Further west is an additional palace, Marly, inspired with a French hunting lodge. Towards the east from the Grand Palace, a classic Orangery houses the Historic Museum of Wax Figures, that contains 49 ho-hum figures of massive-wigged Russians in the 18th and 19th centuries. Better may be the Triton fountain outdoors, using its 8m jet water.
Even on summer time weekends, the rambling, overgrown Alexandria Park, designed for Tsar Nicholas I (and named for his tsarina), is peaceful and empty. Besides a mock-Medieval chapel, the park’s diversions range from the destroyed Farmer’s Palace (1831), which vaguely resembles a stone farmstead, and also the Cottage (1829), modelled with an British country cottage, that is now a museum.
Just east from the Upper Garden, the renovated old-style Pharmacy, with drawers filled with medicinal plants, looks (and smells) such as the real factor.
You are able to sip herb teas here and, in case your Russian’s adequate, ask employees regarding your condition.

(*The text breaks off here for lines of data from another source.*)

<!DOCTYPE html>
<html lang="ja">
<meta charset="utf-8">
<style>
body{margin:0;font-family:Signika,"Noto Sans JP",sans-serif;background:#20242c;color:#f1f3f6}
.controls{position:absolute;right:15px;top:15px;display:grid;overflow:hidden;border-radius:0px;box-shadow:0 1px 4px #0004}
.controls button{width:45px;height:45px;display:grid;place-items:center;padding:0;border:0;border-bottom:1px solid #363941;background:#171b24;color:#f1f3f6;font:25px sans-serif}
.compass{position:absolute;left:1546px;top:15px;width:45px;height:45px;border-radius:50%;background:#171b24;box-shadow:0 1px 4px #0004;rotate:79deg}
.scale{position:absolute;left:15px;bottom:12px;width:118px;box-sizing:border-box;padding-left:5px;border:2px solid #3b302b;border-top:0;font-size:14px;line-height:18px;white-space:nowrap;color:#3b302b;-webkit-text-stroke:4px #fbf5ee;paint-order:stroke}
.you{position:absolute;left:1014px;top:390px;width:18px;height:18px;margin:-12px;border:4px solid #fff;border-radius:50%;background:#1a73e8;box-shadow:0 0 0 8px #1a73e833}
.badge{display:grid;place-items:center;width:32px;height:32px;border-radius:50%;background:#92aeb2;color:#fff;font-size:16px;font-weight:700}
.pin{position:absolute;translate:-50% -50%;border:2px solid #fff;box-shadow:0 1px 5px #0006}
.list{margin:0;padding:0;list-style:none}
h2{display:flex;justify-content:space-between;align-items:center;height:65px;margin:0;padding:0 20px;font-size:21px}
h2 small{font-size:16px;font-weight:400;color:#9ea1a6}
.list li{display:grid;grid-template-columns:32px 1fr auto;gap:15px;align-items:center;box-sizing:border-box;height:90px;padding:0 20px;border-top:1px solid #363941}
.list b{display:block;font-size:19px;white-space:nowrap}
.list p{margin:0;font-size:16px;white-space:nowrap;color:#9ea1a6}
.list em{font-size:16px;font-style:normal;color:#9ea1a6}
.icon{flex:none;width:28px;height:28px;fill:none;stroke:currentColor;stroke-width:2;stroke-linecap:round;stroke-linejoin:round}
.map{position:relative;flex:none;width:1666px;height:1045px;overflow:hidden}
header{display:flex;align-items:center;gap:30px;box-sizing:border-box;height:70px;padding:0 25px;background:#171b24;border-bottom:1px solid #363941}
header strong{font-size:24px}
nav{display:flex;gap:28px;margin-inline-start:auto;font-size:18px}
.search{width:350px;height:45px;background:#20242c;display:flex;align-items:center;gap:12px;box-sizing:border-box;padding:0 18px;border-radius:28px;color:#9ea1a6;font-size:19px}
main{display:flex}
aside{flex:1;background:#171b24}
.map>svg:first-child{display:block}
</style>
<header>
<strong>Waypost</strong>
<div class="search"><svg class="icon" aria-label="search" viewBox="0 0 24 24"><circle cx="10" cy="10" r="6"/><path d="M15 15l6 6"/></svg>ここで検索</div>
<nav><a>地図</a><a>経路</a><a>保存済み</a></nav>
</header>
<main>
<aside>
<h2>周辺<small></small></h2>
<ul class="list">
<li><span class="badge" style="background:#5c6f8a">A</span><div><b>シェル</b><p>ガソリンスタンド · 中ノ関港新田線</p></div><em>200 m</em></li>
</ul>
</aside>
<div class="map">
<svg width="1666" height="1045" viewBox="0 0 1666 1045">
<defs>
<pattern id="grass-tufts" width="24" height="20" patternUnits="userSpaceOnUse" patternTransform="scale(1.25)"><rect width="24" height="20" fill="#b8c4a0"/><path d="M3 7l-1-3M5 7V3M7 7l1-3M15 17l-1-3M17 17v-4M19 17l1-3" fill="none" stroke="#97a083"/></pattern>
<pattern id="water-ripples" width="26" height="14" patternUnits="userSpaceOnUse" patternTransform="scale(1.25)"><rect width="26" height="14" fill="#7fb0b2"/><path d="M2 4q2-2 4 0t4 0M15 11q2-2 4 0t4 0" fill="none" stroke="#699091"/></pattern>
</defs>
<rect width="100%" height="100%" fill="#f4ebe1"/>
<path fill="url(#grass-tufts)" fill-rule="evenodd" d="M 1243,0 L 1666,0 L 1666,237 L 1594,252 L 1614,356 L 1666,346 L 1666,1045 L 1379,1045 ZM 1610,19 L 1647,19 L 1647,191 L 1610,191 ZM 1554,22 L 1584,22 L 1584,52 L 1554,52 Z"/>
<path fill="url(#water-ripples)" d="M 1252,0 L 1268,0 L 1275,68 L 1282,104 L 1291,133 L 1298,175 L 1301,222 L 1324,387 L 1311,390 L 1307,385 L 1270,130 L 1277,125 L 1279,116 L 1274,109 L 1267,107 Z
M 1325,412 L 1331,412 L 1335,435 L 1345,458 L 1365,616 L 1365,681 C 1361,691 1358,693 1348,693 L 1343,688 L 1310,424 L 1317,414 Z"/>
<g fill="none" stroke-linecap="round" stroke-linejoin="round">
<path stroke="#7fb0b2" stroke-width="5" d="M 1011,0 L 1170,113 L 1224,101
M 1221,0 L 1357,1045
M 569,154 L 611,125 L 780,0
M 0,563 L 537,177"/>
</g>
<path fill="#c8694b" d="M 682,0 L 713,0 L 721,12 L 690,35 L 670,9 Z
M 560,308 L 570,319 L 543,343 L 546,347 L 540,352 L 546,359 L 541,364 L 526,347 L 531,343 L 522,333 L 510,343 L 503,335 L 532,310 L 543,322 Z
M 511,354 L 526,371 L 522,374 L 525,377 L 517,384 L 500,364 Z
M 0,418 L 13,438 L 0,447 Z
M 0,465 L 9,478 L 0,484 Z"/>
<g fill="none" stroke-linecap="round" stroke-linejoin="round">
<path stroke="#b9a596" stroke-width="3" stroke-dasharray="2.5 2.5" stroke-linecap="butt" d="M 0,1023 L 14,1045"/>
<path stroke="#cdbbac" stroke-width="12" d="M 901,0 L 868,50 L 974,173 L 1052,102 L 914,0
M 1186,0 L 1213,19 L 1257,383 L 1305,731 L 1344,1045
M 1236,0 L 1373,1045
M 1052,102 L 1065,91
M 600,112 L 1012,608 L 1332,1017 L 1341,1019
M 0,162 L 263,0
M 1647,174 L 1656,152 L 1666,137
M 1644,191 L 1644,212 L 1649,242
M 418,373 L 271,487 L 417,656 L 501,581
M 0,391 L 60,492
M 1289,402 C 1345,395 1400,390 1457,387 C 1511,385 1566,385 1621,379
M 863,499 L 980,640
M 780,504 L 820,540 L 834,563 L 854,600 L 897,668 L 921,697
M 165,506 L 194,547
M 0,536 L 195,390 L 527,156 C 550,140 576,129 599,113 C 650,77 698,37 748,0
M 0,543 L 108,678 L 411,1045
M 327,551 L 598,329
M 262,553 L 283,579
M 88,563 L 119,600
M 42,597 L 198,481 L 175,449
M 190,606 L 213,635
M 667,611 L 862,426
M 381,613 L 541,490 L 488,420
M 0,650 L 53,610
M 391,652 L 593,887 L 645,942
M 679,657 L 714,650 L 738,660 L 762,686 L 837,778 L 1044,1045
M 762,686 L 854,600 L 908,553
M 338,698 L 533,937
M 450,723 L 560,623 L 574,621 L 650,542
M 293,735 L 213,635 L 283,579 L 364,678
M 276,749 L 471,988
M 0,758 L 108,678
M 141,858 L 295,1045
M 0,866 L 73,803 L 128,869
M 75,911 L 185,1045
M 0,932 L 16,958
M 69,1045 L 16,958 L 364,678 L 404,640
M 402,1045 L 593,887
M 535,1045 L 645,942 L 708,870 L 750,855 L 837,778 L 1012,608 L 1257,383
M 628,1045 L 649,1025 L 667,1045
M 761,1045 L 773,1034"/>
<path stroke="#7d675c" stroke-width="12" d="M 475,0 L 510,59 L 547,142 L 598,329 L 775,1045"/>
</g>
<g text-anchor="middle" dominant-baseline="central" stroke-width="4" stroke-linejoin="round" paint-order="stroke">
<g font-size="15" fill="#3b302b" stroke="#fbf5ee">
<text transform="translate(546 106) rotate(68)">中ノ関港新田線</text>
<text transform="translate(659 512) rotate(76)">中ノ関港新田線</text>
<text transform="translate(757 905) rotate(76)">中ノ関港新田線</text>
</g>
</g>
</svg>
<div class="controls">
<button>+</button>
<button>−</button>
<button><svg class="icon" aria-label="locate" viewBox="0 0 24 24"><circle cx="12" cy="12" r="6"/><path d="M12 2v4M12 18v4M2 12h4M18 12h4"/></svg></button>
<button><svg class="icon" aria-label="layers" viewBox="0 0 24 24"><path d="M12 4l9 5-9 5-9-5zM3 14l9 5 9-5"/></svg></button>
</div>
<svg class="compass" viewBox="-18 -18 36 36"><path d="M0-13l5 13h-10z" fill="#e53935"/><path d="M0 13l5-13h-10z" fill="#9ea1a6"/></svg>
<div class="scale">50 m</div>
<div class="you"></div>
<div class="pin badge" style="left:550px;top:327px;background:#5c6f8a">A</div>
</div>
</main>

In Petrodvorets town, the attention-catching five-domed SS Peter and Paul Cathedral, over the road and east from the palace grounds, is made in neo-Byzantine style but dates only in the turn from the twentieth century. One bus stop west from the primary palace entrance may be the Raketa watch factory after some boutique selling very awesome watches.
Six kilometres east of Petrodvorets is Strelna, another estate with parklands and 2 aces designed for Peter (later enlarged for Empress Elizabeth by Rastrelli). One of these simple. Konstantinovsky Palace, was selected by Vladimir Putin as his summer time residence and houses an very luxurious hotel.